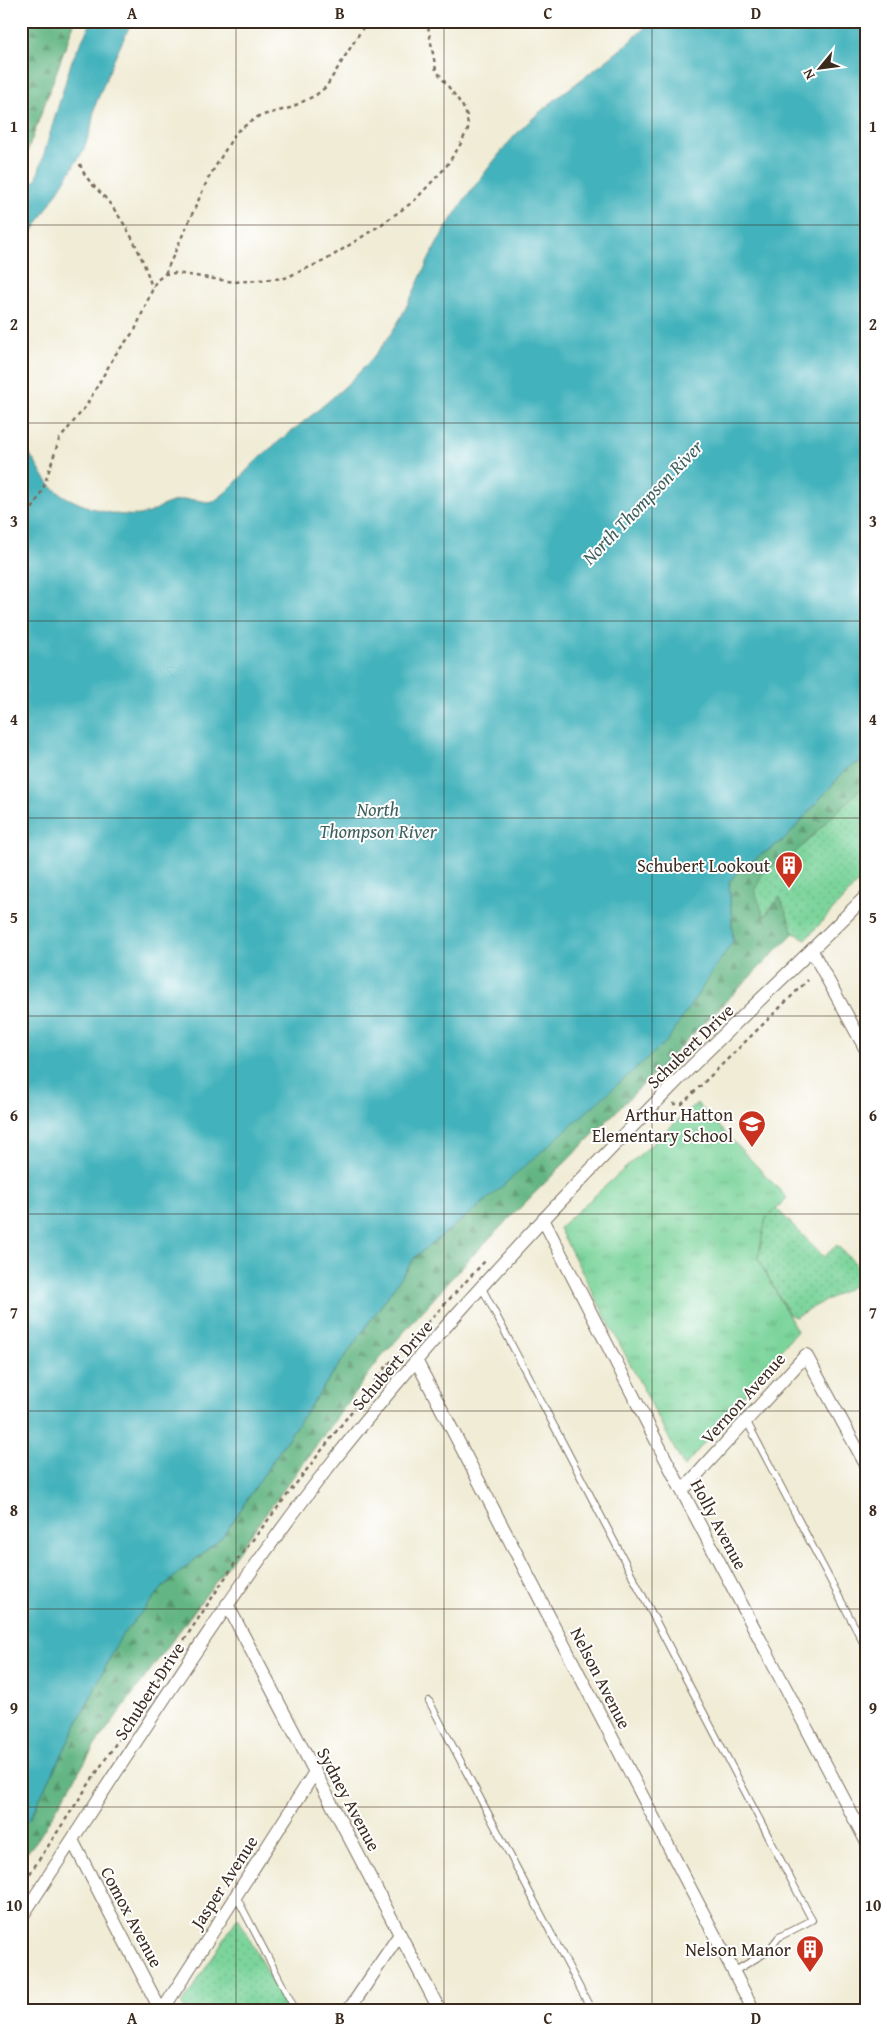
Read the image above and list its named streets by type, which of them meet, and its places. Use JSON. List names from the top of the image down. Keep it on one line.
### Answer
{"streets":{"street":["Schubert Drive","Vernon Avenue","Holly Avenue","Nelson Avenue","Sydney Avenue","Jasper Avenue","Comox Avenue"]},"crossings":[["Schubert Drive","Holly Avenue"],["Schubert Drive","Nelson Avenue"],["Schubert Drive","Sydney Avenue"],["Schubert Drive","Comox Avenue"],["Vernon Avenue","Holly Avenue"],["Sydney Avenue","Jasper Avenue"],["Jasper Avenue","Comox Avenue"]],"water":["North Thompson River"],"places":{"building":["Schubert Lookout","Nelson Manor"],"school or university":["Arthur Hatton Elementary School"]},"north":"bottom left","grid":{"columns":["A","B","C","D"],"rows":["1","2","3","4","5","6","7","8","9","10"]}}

» HOW TO COMPLETE THIS TASK: All the lines above must be written out exactly, without a single picture.

» ANSWER AREA:
Read the image above and list its named streets by type, which of them meet, and its places. Use JSON. List names from the top of the image down. Keep it on one line.
### Answer
{"streets":{"street":["Schubert Drive","Vernon Avenue","Holly Avenue","Nelson Avenue","Sydney Avenue","Jasper Avenue","Comox Avenue"]},"crossings":[["Schubert Drive","Holly Avenue"],["Schubert Drive","Nelson Avenue"],["Schubert Drive","Sydney Avenue"],["Schubert Drive","Comox Avenue"],["Vernon Avenue","Holly Avenue"],["Sydney Avenue","Jasper Avenue"],["Jasper Avenue","Comox Avenue"]],"water":["North Thompson River"],"places":{"building":["Schubert Lookout","Nelson Manor"],"school or university":["Arthur Hatton Elementary School"]},"north":"bottom left","grid":{"columns":["A","B","C","D"],"rows":["1","2","3","4","5","6","7","8","9","10"]}}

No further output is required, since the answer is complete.